The second chapter provides some of the basics of climate science. The first paragraph puts it all in context:

"The basics of climate science are actually very simple and always have been. Carbon dioxide in the atmosphere traps heat, and we are adding more CO2 to the atmosphere. The rest is details."

They then go on to explain in general terms the "Physics and Chemistry 101" of climate change, plus some of the effects such as more extremes, rising sea levels, warmer atmosphere, ocean acidification, and melting ice. The chapter ends with a discussion of tipping points, an area of both great uncertainty and grave ramification.

Chapter 3 is perhaps the most important chapter: "Why Should I give a Damn?" In it they discuss the effects of climate change on national security, food production, water supplies, energy resources, land use, human health, and ecosystem disruptions.
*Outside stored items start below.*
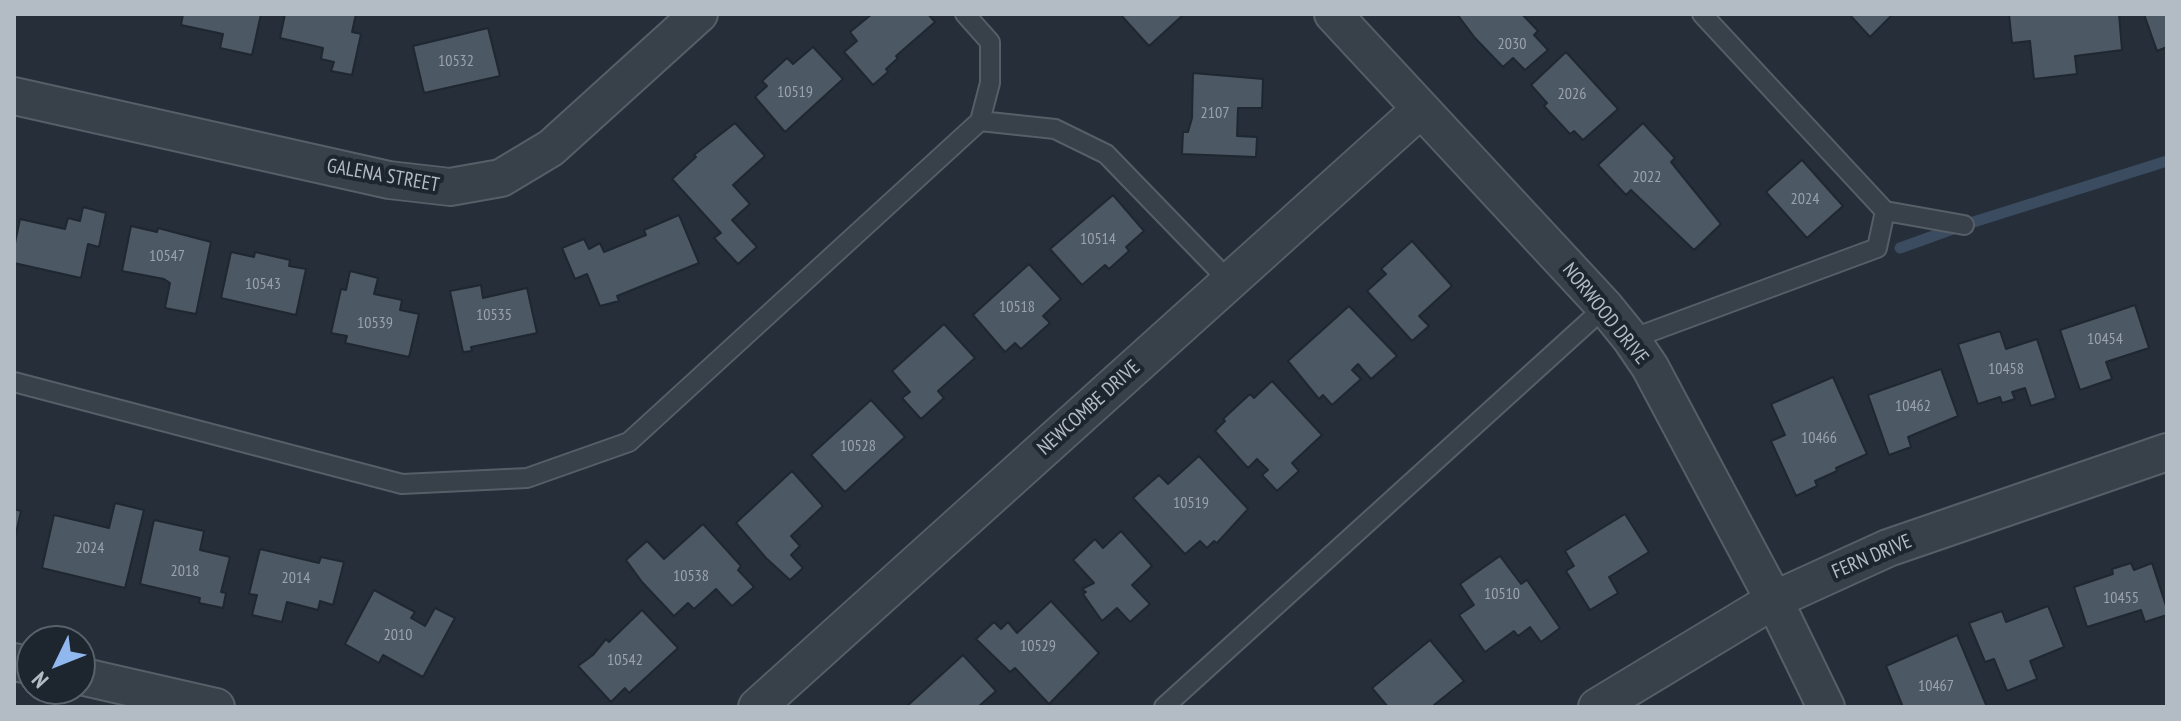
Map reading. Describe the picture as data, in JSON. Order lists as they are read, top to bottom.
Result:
{
  "streets": {
    "street": [
      "GALENA STREET",
      "NORWOOD DRIVE",
      "NEWCOMBE DRIVE",
      "FERN DRIVE"
    ]
  },
  "crossings": [
    ["NORWOOD DRIVE", "NEWCOMBE DRIVE"],
    ["NORWOOD DRIVE", "FERN DRIVE"]
  ],
  "house_numbers": [
    "2030",
    "10532",
    "10519",
    "2026",
    "2107",
    "2022",
    "2024",
    "10514",
    "10547",
    "10543",
    "10518",
    "10535",
    "10539",
    "10454",
    "10458",
    "10462",
    "10466",
    "10528",
    "10519",
    "2024",
    "2018",
    "10538",
    "2014",
    "10510",
    "10455",
    "2010",
    "10529",
    "10542",
    "10467"
  ],
  "north": "bottom left"
}
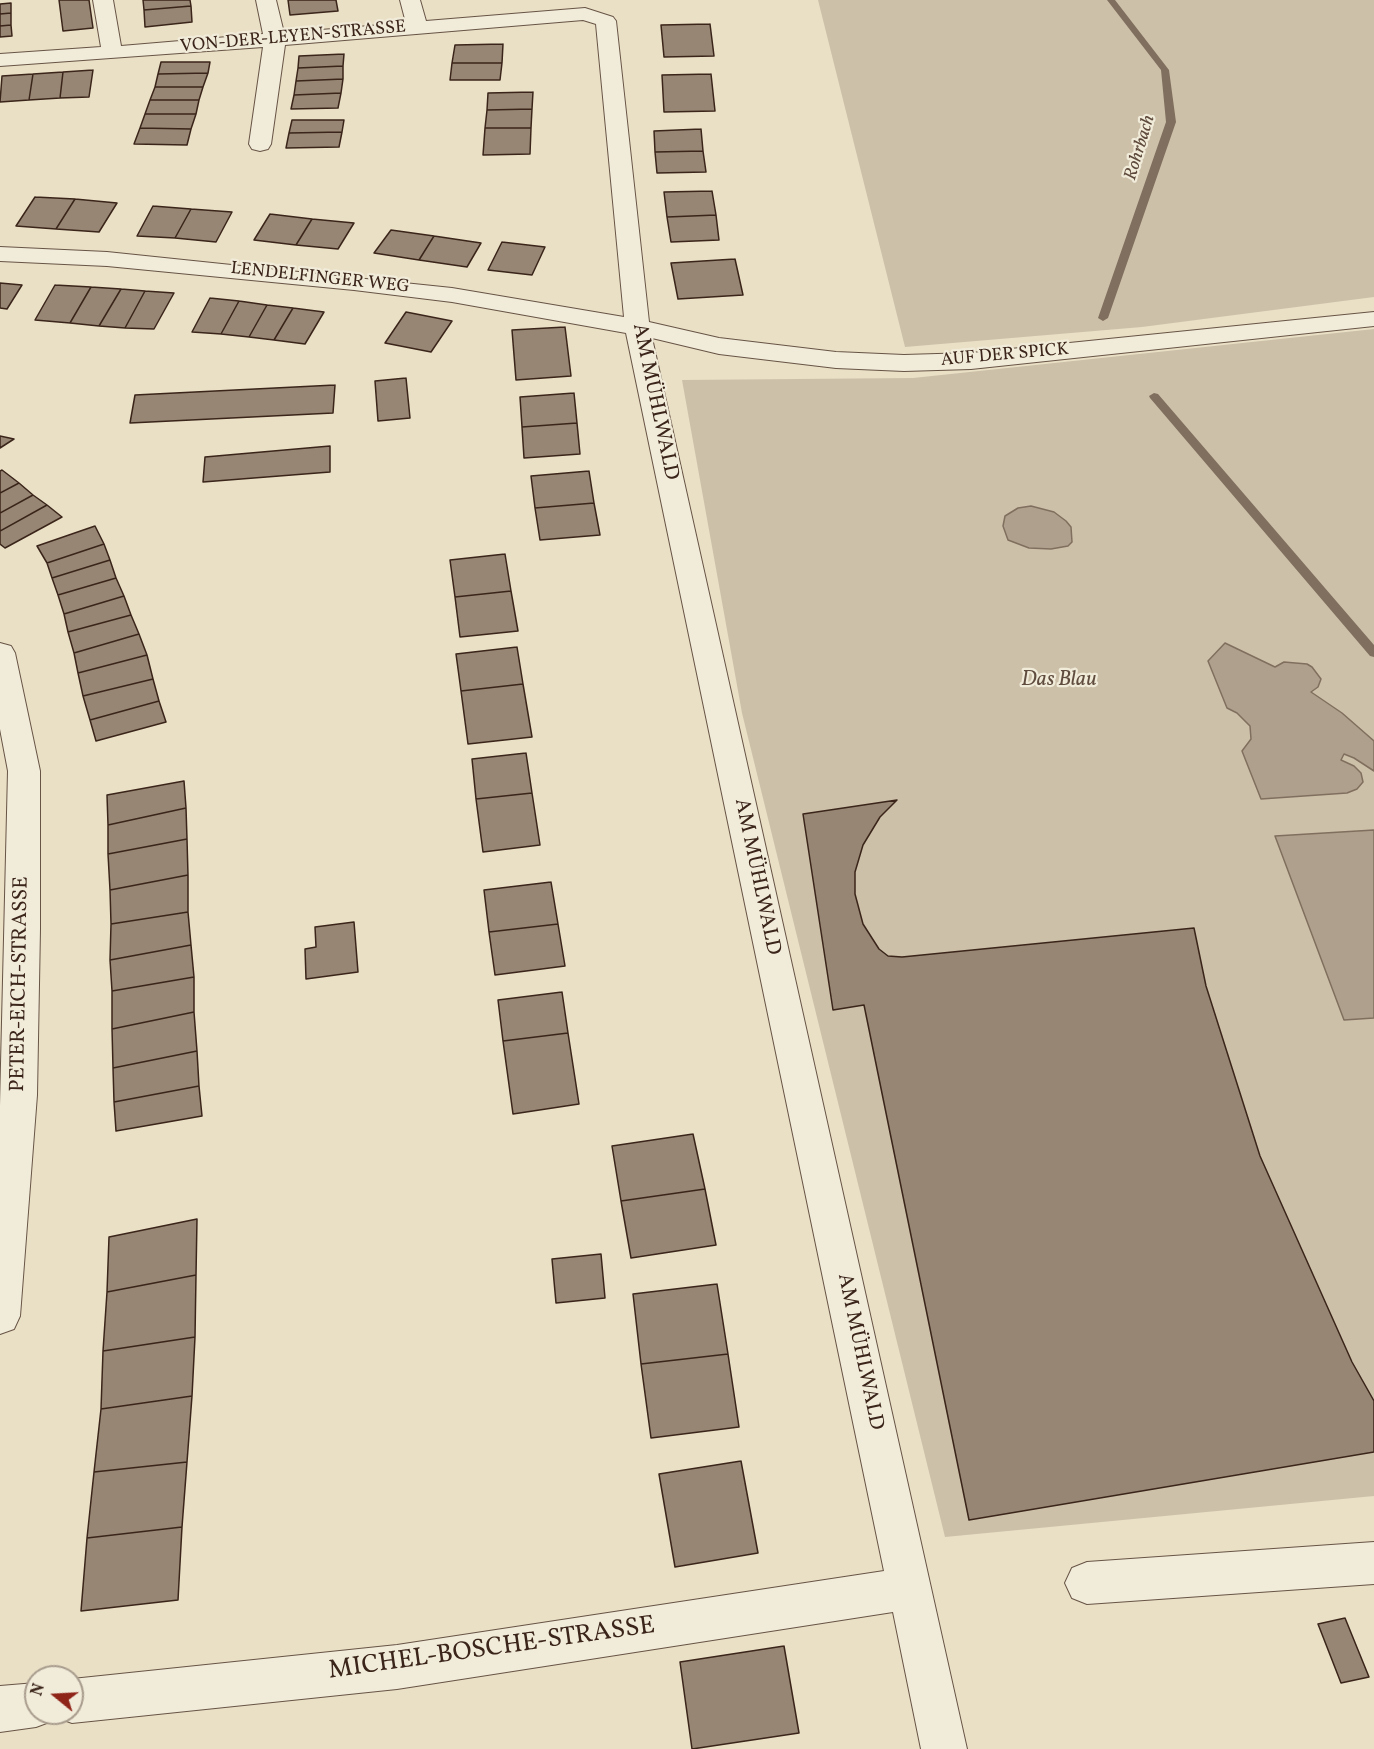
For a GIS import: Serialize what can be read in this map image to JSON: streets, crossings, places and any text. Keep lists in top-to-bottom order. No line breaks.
{"streets":{"street":["VON-DER-LEYEN-STRASSE","LENDELFINGER WEG","AUF DER SPICK","AM MÜHLWALD","PETER-EICH-STRASSE","MICHEL-BOSCHE-STRASSE"]},"crossings":[["VON-DER-LEYEN-STRASSE","AM MÜHLWALD"],["LENDELFINGER WEG","AUF DER SPICK"],["LENDELFINGER WEG","AM MÜHLWALD"],["AUF DER SPICK","AM MÜHLWALD"],["AM MÜHLWALD","MICHEL-BOSCHE-STRASSE"]],"water":["Rohrbach"],"parks":["Das Blau"],"north":"left"}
If none of that concerns you, how about the massive negative effect on the economy resulting from not doing anything? In short, you better give a damn because this is your life being impacted, and your children's and grandchildren's lives.

The next three chapters address the actions of climate deniers. Chapter 4 outlines the six stages of denial; Chapter 5 the war on climate science (here are those lobbyists and hired gun men mentioned earlier); Chapter 6 on the hypocrisy of climate denial. These are important chapters for anyone who believes Fox News and the conspiracy/white supremacy blog Breitbart are somehow "science" while NOAA, NASA, IPCC, and WMO are "in it for the money."

Chapter 7 hits on geoengineering, the idea that somehow we can find some technological fix. In short, it's akin to trying to find ways of keeping a bathtub from overflowing by throwing in toasters or blasting the rising water with a propane torch in an effort to evaporate it. These ideas are likely to 1) not work, and 2) have unintended consequences. Of course, the alternative is to turn off the tap and pull the plug. Duh.

The book ends on a more hopeful tone, as Chapter 8 delves into a path forward. What may come as a surprise to many folks is that we've already been working to reduce carbon emissions and shift from fossil fuels to renewable sources of energy. The world, through the leadership of the Obama administration, has taken significant steps toward righting the ship. More needs to occur.

Throughout the book are the cartoons of Tom Toles. Toles has an exceptional knack for taking the key points and boiling them down into an easily understood comic drawing. The cartoons heighten the value of the book tremendously. And don't miss the teeny toons in the bottom right corner of every cartoon; they too exquisitely capture the important moments.

This book is especially important given that the apparent incoming administration (this review was published on 12/15/16, a month or so after the 2016 election) has said it will make Rex Tillerson, CEO of ExxonMobil and a long-time funder of climate denial front groups, as the next Secretary of State.

So read this book. It reads fast. It provides excellent information. And it is necessary for all Americans to understand what we are up against.